Control of Disabling Vertigo in Ménière's Disease Following Cochlear Implantation without Labyrinthectomy

Audiol Res. 2022 Jul 22;12(4):393-403. doi: 10.3390/audiolres12040040.

Abstract

Background: The placement of a cochlear implant (CI) can restore auditory function in the case of profound cochlear deafness, which may be due to Ménière's disease (MD) or be associated with symptoms related to endolymphatic hydrops. The usual treatment of disabling vertigo in MD is based on vestibular deafferentation by labyrinth ablation. The aim of the present study was to retrospectively evaluate the efficacy of the CI in the control of disabling vestibular manifestations in the case of MD unresponsive to medical treatments.

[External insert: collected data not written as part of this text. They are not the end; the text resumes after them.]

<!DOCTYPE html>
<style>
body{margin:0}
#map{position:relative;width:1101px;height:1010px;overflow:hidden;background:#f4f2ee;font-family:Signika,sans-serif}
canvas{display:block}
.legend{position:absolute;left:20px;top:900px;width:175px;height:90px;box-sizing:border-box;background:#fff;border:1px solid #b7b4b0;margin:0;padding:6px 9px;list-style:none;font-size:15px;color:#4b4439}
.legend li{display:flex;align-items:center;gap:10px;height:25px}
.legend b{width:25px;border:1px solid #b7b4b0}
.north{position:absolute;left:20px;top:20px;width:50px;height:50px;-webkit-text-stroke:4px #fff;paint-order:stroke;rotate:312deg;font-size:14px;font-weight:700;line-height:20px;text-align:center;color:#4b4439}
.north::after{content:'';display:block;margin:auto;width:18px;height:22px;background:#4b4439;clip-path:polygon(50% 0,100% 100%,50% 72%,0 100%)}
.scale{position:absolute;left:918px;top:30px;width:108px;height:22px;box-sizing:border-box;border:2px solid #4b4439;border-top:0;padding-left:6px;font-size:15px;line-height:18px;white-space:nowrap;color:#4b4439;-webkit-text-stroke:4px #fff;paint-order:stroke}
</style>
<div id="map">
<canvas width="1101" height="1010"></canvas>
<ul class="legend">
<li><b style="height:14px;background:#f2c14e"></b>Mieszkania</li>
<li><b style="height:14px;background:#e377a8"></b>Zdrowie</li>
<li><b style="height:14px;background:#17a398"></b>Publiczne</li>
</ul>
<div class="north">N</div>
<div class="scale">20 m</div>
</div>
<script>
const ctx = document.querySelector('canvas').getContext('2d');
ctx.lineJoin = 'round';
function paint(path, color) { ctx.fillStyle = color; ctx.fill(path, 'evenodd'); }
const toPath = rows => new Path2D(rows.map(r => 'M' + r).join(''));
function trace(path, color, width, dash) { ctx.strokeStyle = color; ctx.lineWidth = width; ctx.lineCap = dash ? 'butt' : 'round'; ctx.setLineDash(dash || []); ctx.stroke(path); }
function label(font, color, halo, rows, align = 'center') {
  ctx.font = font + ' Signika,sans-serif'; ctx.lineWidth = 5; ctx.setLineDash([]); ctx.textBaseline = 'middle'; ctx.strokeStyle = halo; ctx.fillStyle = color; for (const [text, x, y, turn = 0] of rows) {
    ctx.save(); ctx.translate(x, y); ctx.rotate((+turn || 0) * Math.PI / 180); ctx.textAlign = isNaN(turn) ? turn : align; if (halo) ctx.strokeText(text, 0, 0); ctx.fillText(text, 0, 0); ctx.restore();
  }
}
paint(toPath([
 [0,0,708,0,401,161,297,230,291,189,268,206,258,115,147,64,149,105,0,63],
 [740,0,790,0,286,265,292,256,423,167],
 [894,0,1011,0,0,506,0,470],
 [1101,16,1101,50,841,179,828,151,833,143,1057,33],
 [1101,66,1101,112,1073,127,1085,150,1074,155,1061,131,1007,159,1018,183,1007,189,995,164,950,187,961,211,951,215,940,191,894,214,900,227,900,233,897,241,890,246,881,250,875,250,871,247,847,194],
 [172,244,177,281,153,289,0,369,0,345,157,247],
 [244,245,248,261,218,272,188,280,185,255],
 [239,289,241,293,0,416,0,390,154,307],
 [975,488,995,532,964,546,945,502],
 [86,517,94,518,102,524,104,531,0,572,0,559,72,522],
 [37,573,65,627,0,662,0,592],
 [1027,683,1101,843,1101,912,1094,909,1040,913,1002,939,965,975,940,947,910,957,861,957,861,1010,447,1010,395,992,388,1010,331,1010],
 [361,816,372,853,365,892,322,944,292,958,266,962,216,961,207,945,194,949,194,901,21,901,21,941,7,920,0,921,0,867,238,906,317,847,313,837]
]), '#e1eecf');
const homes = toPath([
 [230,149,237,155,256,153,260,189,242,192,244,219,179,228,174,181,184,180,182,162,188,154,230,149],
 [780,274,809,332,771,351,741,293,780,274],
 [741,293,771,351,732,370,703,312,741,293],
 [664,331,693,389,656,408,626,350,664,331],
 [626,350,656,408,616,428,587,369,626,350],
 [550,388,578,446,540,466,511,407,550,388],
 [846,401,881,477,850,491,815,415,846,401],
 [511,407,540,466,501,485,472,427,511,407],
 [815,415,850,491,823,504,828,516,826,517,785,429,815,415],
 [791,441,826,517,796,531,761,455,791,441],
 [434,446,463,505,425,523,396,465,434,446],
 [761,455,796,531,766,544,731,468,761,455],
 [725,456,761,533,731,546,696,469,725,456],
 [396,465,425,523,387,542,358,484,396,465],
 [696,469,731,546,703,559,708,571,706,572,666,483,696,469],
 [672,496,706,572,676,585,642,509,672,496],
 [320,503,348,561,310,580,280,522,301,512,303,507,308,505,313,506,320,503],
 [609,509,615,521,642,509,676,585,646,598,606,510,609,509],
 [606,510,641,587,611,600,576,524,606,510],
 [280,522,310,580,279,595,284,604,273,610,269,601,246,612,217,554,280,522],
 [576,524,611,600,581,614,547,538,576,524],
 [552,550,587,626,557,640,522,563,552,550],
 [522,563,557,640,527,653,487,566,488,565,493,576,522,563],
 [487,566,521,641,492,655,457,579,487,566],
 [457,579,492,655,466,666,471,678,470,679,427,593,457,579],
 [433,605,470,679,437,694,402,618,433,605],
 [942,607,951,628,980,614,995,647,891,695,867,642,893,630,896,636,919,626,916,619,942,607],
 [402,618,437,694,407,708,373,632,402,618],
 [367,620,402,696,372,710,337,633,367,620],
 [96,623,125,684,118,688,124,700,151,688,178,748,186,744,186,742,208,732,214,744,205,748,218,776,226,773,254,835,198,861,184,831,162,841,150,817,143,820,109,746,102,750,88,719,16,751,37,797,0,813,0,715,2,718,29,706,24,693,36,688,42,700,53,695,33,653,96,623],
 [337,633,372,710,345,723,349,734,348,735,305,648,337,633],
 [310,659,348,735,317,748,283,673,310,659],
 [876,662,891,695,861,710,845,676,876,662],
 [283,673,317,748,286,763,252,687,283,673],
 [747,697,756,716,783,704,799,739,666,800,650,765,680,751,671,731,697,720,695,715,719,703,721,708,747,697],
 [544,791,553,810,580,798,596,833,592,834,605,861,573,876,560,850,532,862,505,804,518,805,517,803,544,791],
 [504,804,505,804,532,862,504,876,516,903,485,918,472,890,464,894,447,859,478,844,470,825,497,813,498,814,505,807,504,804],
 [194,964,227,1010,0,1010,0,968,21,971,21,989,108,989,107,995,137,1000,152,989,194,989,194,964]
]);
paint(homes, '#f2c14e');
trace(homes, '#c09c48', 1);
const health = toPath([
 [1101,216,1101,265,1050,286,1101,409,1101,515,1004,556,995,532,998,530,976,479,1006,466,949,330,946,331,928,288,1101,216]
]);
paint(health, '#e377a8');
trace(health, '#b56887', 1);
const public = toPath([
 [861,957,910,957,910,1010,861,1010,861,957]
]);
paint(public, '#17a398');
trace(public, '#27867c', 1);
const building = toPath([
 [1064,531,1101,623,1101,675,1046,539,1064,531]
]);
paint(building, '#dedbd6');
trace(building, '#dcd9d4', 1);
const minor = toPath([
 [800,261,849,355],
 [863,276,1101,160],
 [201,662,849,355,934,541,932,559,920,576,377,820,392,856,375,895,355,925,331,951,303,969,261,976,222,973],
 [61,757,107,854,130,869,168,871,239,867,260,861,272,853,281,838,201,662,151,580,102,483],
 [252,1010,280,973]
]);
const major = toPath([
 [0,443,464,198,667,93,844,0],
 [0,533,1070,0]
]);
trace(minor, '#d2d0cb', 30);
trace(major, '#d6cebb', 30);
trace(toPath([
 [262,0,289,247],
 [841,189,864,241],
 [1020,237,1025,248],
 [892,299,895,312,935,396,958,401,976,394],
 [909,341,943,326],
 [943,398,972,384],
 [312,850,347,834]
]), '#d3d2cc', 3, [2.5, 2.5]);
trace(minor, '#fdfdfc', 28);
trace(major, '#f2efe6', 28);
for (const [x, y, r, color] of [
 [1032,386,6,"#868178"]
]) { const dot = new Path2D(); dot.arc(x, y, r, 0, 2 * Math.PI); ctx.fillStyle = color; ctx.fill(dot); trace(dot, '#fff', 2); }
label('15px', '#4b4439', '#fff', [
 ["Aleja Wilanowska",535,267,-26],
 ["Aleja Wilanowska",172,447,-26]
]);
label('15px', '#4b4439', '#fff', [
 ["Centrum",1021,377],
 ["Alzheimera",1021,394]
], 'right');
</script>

Methods: A case series of five MD patients with disabling vestibular manifestations associated with profound hearing loss was included. A complete audio-vestibular evaluation was performed after CI positioning.

Results: All patients reported clinical benefits after implant positioning: no vestibular crisis was reported after the surgery. The vHIT and the caloric test showed a normal function or a mild vestibular hypofunction. The auditory performances were comparable to those in the general implanted population. All patients reported subjective tinnitus reduction.

Conclusions: To date, very few studies have reported vestibular outcomes in hydropic pathology on the implanted side; our results are encouraging. We can therefore confirm the efficacy and safety of the CI as a unique treatment for hearing loss, dizziness, and tinnitus in case of disabling cochlear hydrops, especially in those patients where the history of the disease requires preservation of the vestibular function.

Keywords: Ménière’s disease; cochlear implant; hydrops; vertigo; vestibular system.

Grants and funding

This research received no external funding.